> _AIM OF THE EXERCISE_: Skip the pictures, please, and write out exactly the lines from the opening of the data through the line containing "height:18px; margin:-9px; padding:0".

> _RECORDS FOR THE TASK_:
|---|
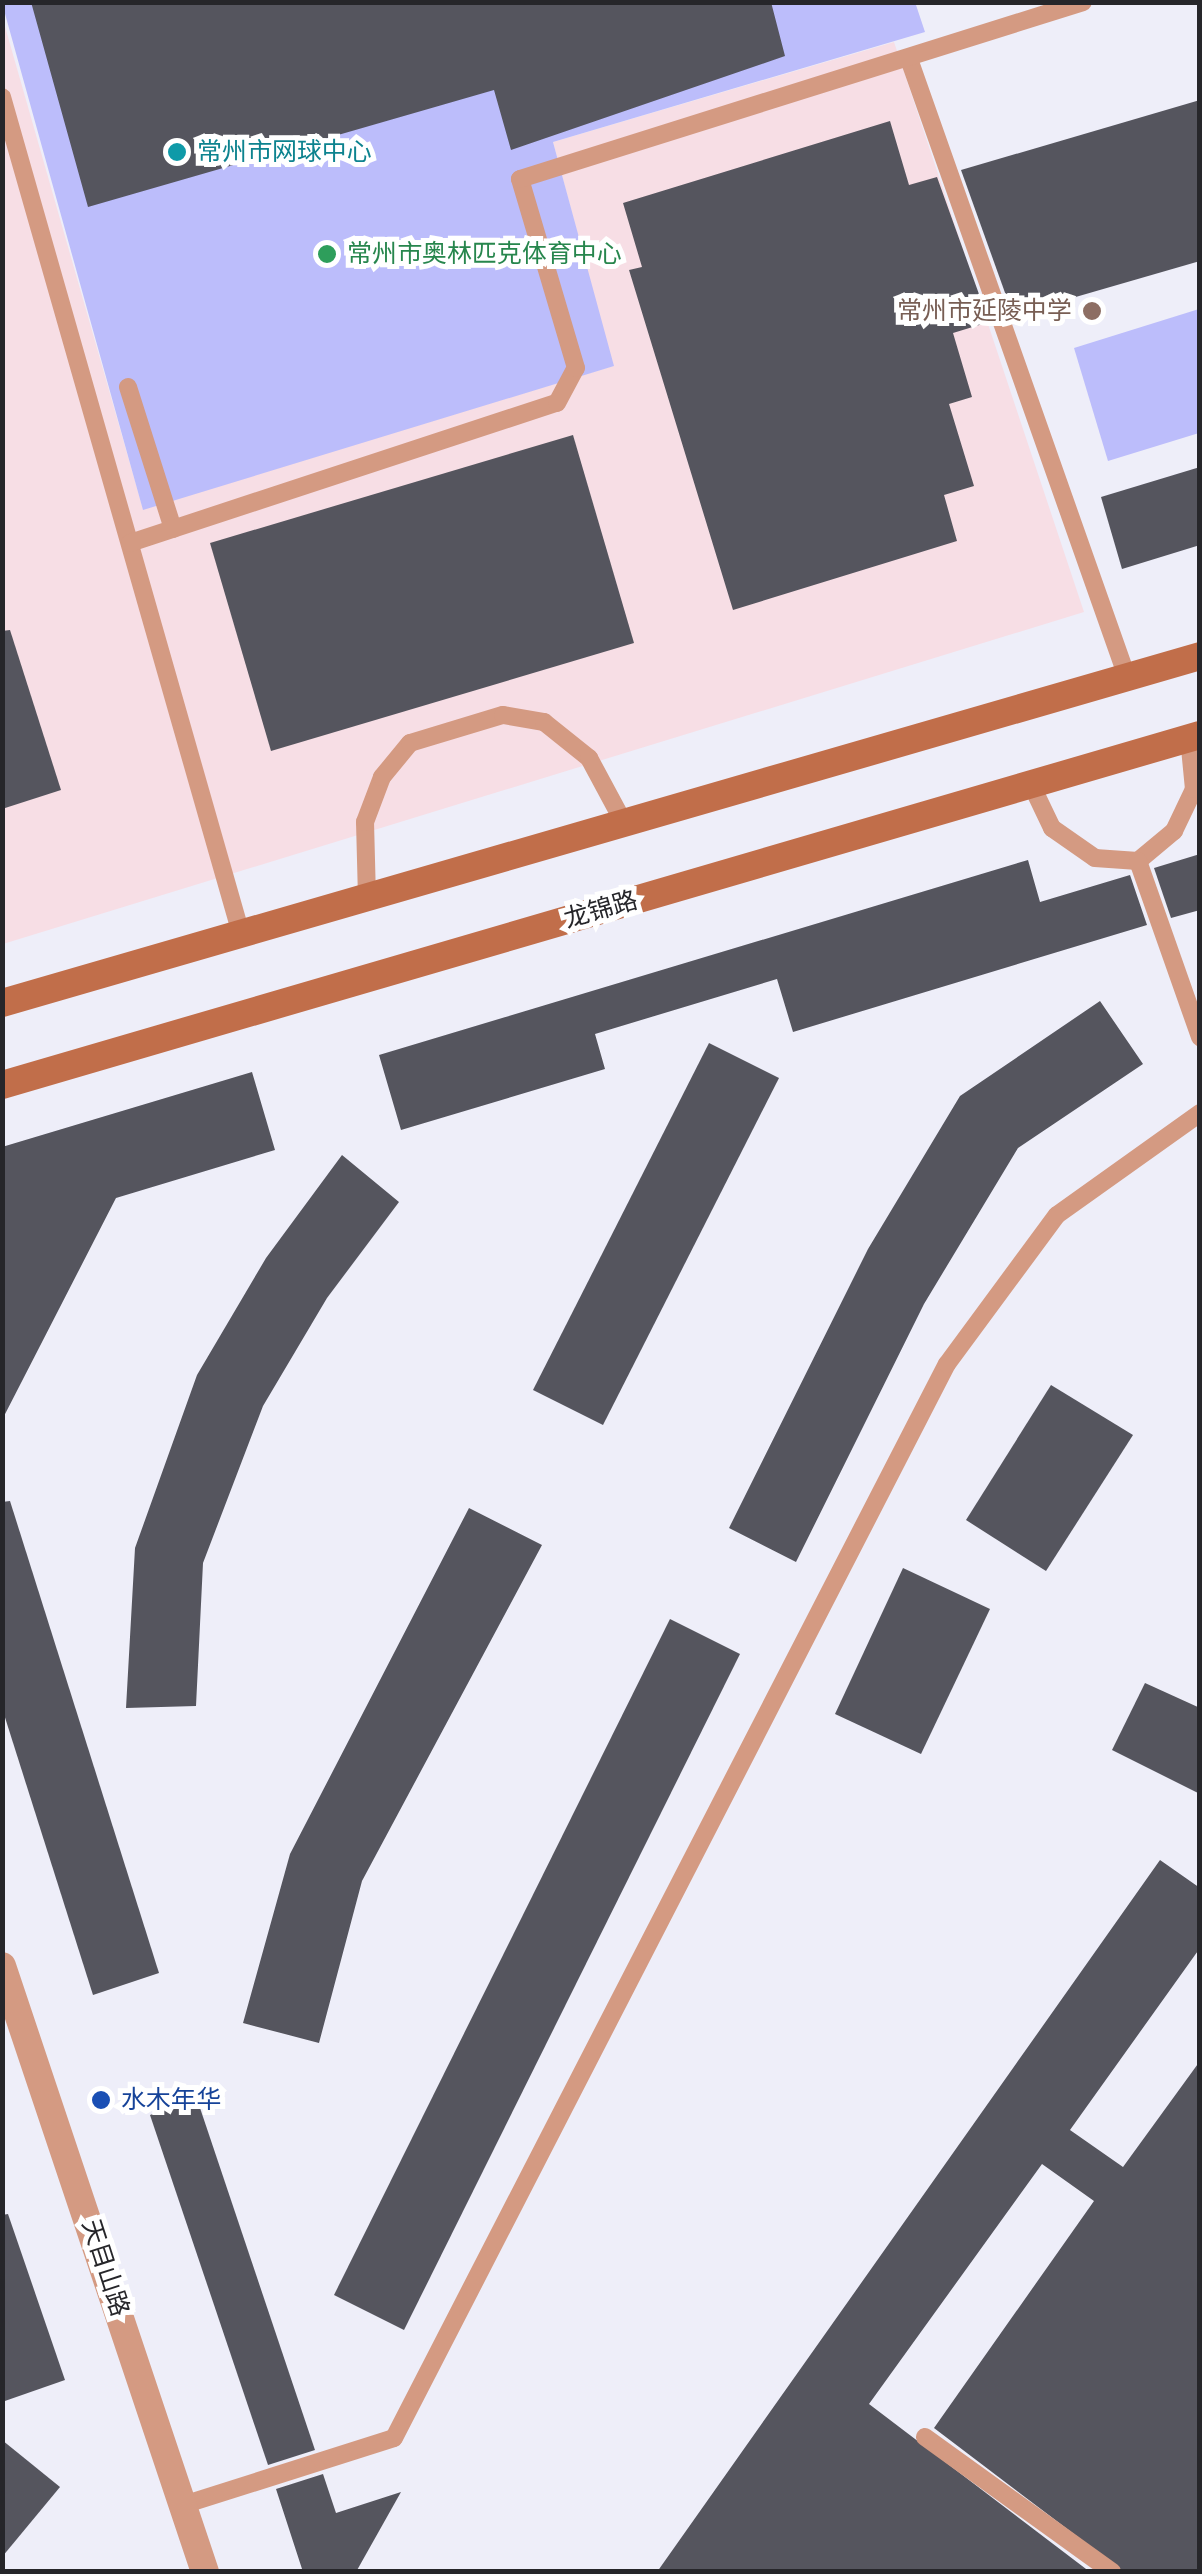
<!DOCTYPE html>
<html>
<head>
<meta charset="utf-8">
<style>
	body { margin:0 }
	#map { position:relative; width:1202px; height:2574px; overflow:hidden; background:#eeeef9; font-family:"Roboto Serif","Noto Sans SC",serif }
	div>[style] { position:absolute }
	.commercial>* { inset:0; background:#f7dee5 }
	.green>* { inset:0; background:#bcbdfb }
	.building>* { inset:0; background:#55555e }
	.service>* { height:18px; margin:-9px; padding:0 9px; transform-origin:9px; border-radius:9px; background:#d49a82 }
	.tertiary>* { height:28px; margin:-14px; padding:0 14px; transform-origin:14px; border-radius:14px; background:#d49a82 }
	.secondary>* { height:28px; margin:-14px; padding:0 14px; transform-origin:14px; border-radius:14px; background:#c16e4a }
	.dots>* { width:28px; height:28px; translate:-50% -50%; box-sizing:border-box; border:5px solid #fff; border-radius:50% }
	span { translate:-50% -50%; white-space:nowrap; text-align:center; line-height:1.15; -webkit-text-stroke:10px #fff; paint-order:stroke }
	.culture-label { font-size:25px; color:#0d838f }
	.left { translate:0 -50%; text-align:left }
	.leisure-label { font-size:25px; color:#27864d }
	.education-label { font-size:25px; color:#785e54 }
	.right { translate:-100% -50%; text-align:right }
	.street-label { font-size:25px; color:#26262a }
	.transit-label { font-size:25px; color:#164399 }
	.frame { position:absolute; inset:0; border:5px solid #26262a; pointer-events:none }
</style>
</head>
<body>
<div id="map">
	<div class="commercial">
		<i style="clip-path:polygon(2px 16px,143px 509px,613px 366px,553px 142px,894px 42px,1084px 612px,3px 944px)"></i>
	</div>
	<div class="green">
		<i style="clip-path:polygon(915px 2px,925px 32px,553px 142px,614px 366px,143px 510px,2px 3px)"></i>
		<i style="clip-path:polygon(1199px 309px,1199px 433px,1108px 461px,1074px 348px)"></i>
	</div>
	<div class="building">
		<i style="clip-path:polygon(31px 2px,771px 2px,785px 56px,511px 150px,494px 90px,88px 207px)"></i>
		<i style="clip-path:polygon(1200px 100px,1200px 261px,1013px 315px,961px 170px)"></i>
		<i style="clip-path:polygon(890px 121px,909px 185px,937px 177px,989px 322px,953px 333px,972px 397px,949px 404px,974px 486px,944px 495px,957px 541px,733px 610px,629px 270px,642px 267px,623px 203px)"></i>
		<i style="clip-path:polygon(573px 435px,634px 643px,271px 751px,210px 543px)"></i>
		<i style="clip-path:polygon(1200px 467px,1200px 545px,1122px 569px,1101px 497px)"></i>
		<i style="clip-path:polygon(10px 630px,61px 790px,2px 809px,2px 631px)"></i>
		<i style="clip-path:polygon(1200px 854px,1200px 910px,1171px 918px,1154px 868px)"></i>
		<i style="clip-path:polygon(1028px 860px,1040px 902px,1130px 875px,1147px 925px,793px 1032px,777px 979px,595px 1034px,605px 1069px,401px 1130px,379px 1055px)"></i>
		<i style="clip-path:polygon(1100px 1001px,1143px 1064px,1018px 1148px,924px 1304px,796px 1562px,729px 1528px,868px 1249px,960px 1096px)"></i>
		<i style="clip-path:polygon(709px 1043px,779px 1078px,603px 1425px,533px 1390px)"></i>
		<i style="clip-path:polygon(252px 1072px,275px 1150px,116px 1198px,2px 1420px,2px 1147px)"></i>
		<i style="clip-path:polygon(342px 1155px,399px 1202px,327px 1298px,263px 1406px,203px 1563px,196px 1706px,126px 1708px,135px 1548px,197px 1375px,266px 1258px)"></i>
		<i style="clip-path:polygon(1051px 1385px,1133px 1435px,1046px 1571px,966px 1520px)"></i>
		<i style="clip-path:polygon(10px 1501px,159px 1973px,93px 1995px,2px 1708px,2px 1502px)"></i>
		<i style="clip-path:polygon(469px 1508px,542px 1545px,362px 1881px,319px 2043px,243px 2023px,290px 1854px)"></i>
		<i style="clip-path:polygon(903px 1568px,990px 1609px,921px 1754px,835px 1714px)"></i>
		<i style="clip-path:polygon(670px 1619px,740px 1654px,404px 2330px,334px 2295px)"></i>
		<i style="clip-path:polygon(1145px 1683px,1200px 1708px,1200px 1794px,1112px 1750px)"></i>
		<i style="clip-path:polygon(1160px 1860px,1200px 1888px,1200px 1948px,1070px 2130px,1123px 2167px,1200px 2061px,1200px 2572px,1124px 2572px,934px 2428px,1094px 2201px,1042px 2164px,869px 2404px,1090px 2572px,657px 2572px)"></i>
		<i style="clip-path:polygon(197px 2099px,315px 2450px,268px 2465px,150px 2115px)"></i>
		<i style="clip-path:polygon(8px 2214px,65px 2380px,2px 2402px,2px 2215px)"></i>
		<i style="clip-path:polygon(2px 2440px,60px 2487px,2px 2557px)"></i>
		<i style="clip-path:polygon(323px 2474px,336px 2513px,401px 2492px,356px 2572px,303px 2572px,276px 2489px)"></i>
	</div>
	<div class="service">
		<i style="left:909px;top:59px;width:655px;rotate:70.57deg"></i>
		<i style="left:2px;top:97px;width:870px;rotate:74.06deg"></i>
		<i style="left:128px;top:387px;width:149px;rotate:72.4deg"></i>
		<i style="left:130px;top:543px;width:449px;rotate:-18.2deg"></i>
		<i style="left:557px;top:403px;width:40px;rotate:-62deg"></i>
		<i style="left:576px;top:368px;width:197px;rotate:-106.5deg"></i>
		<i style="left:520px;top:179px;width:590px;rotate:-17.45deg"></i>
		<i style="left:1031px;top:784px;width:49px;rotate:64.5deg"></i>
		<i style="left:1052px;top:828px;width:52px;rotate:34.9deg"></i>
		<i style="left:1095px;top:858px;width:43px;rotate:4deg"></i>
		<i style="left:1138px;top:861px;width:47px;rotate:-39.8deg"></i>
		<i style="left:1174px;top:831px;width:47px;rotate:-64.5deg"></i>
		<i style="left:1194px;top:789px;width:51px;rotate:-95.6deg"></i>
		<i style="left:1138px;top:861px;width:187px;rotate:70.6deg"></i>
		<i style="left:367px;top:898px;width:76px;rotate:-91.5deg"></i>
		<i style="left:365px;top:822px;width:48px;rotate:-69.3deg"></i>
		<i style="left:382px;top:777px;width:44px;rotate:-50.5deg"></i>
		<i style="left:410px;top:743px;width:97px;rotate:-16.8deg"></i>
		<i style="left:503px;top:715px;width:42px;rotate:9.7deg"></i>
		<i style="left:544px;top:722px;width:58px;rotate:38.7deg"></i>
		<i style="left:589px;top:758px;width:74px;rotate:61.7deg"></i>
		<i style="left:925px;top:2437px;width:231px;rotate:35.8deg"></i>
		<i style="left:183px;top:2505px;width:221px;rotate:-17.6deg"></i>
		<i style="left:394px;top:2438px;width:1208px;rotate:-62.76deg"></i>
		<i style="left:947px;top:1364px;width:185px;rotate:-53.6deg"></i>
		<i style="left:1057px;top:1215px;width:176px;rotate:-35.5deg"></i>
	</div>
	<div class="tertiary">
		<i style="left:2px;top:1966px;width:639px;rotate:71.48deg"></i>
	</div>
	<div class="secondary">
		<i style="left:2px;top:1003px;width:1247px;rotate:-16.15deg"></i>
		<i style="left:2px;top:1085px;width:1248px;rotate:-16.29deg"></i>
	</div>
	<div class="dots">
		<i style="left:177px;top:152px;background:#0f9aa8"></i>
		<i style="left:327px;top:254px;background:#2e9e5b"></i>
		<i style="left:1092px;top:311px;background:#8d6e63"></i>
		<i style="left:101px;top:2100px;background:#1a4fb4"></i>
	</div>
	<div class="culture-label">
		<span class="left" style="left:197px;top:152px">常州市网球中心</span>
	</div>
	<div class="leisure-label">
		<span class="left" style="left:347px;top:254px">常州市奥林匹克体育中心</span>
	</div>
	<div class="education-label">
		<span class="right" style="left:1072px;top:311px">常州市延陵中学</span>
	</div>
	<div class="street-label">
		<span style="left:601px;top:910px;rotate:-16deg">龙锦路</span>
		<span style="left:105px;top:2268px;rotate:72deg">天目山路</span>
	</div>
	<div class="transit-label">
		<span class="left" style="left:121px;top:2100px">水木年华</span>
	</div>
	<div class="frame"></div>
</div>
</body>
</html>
|---|
> _YOUR RESPONSE_:
<!DOCTYPE html>
<html>
<head>
<meta charset="utf-8">
<style>
	body { margin:0 }
	#map { position:relative; width:1202px; height:2574px; overflow:hidden; background:#eeeef9; font-family:"Roboto Serif","Noto Sans SC",serif }
	div>[style] { position:absolute }
	.commercial>* { inset:0; background:#f7dee5 }
	.green>* { inset:0; background:#bcbdfb }
	.building>* { inset:0; background:#55555e }
	.service>* { height:18px; margin:-9px; padding:0 9px; transform-origin:9px; border-radius:9px; background:#d49a82 }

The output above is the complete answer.